Sacred values prompt greater activation of an area of the brain associated with rules-based, right-or-wrong thought processes, the study showed, as opposed to the regions linked to processing of costs-versus-benefits. Berns headed a team that included economists and information scientists from Emory University, a psychologist from the New School for Social Research and anthropologists from the Institute Jean Nicod in Paris, France. The research was funded by the U.S. Office of Naval Research, the Air Force Office of Scientific Research and the National Science Foundation.

"We've come up with a method to start answering scientific questions about how people make decisions involving sacred values, and that has major implications if you want to better understand what influences human behavior across countries and cultures," Berns says. "We are seeing how fundamental cultural values are represented in the brain." …

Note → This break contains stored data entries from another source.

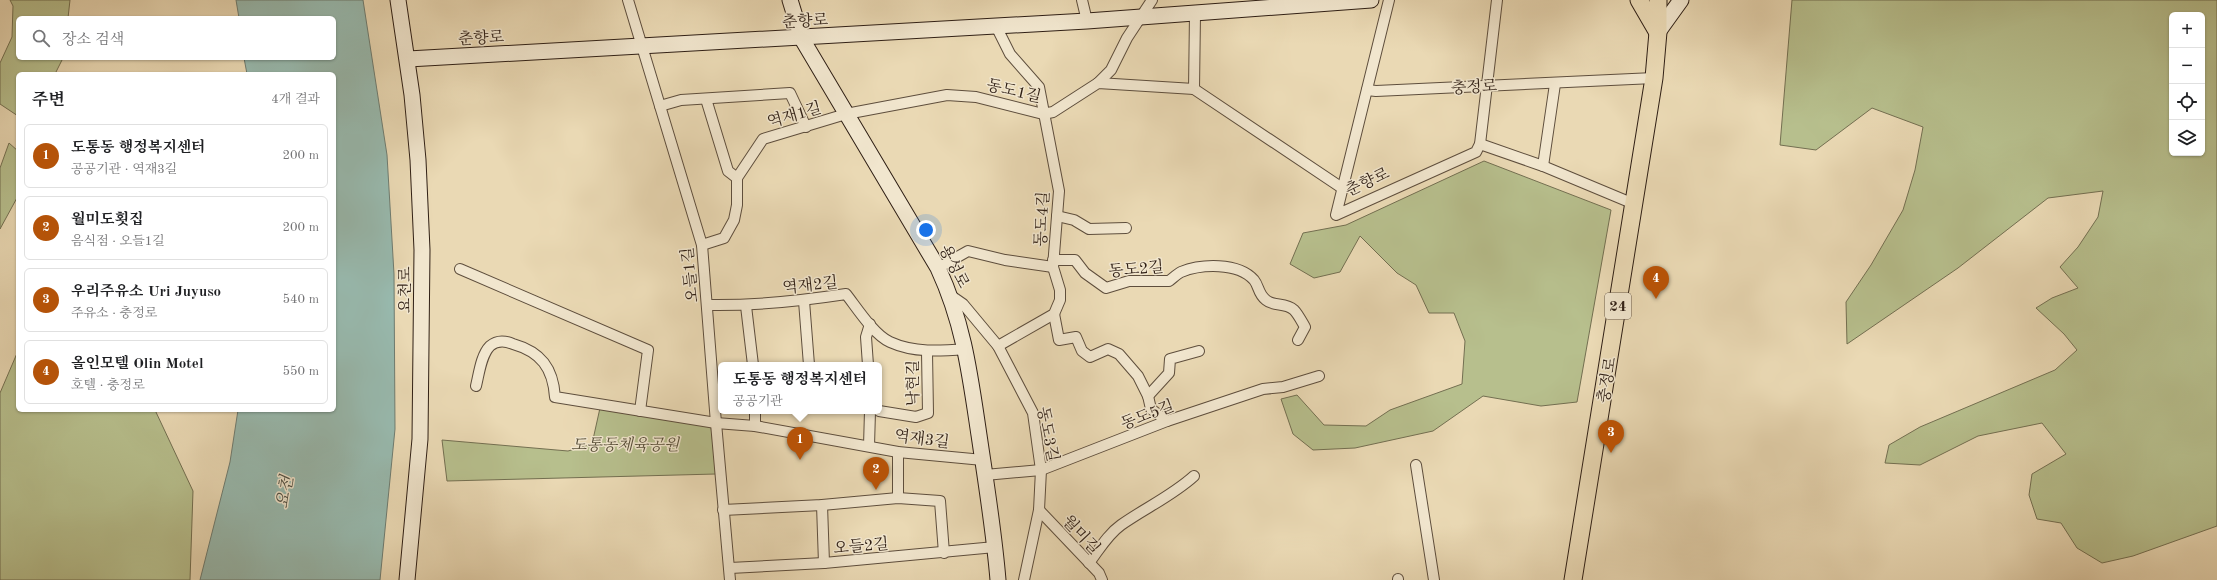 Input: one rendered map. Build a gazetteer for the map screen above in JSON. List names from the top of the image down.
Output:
{
  "streets": {
    "main road": ["충정로", "24"],
    "street": [
      "춘향로",
      "동도1길",
      "역재1길",
      "동도4길",
      "용성로",
      "동도2길",
      "오들1길",
      "역재2길",
      "요천로",
      "낙현길",
      "동도5길",
      "동도3길",
      "역재3길",
      "월미길",
      "오들2길"
    ]
  },
  "crossings": [
    ["춘향로", "충정로"],
    ["춘향로", "동도1길"],
    ["춘향로", "동도4길"],
    ["춘향로", "용성로"],
    ["춘향로", "오들1길"],
    ["춘향로", "요천로"],
    ["동도1길", "역재1길"],
    ["동도1길", "동도4길"],
    ["동도1길", "용성로"],
    ["역재1길", "용성로"],
    ["동도4길", "동도2길"],
    ["용성로", "동도2길"],
    ["용성로", "역재2길"],
    ["용성로", "동도5길"],
    ["용성로", "동도3길"],
    ["용성로", "역재3길"],
    ["용성로", "오들2길"],
    ["오들1길", "역재2길"],
    ["오들1길", "역재3길"],
    ["오들1길", "오들2길"],
    ["역재2길", "낙현길"],
    ["동도5길", "동도3길"],
    ["동도5길", "역재3길"],
    ["동도3길", "월미길"]
  ],
  "water": ["요천"],
  "parks": ["도통동체육공원"],
  "page": {
    "map_buttons": ["+", "−"],
    "search": "장소 검색",
    "heading": ["주변", "4개 결과"],
    "list": [
      {
        "mark": "1",
        "name": "도통동 행정복지센터",
        "note": "공공기관 · 역재3길",
        "value": "200 m"
      },
      {
        "mark": "2",
        "name": "월미도횟집",
        "note": "음식점 · 오들1길",
        "value": "200 m"
      },
      {
        "mark": "3",
        "name": "우리주유소 Uri Juyuso",
        "note": "주유소 · 충정로",
        "value": "540 m"
      },
      {
        "mark": "4",
        "name": "올인모텔 Olin Motel",
        "note": "호텔 · 충정로",
        "value": "550 m"
      }
    ],
    "pins": [
      "4",
      "3",
      "1",
      "2"
    ],
    "popup": ["도통동 행정복지센터", "공공기관"]
  }
}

The brain imaging data showed a strong correlation between sacred values and activation of the neural systems associated with evaluating rights and wrongs (the left temporoparietal junction) and semantic rule retrieval (the left ventrolateral prefrontal cortex), but not with systems associated with reward.

"Most public policy is based on offering people incentives and disincentives," Berns says. "Our findings indicate that it's unreasonable to think that a policy based on costs-and-benefits analysis will influence people's behavior when it comes to their sacred personal values, because they are processed in an entirely different brain system than incentives."

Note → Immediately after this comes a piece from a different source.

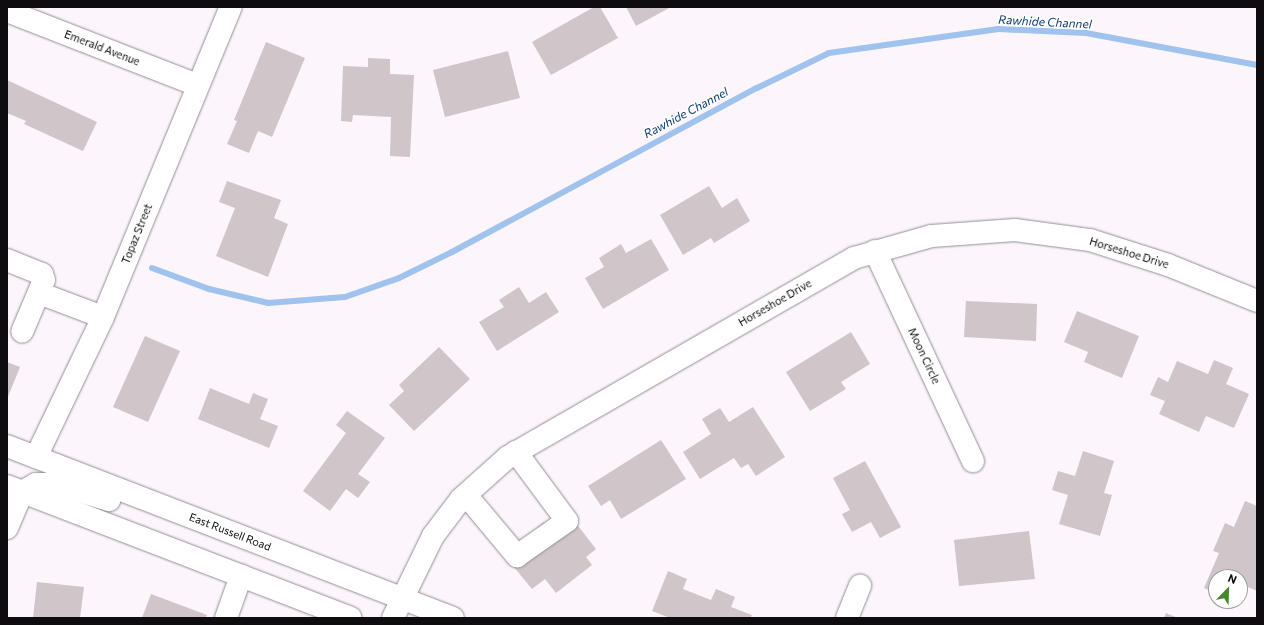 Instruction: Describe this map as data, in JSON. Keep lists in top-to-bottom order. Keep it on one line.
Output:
{"streets":{"street":["Emerald Avenue","Topaz Street","Horseshoe Drive","Moon Circle","East Russell Road"]},"crossings":[["Emerald Avenue","Topaz Street"],["Topaz Street","East Russell Road"],["Horseshoe Drive","Moon Circle"],["Horseshoe Drive","East Russell Road"]],"water":["Rawhide Channel"],"north":"top right"}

Research participants who reported more active affiliations with organizations, such as churches, sports teams, musical groups and environmental clubs, had stronger brain activity in the same brain regions that correlated to sacred values. "Organized groups may instill values more strongly through the use of rules and social norms," Berns says.

The experiment also found activation in the amygdala region, a brain region associated with emotional reactions, but only in cases where participants refused to take cash to state the opposite of what they believe. "Those statements represent the most repugnant items to the individual," Berns says, "and would be expected to provoke the most arousal, which is consistent with the idea that when sacred values are violated, that induces moral outrage." …

"As culture changes, it affects our brains, and as our brains change, that affects our culture. You can't separate the two," Berns says. "We now have the means to start understanding this relationship, and that's putting the relatively new field of cultural neuroscience onto the global stage."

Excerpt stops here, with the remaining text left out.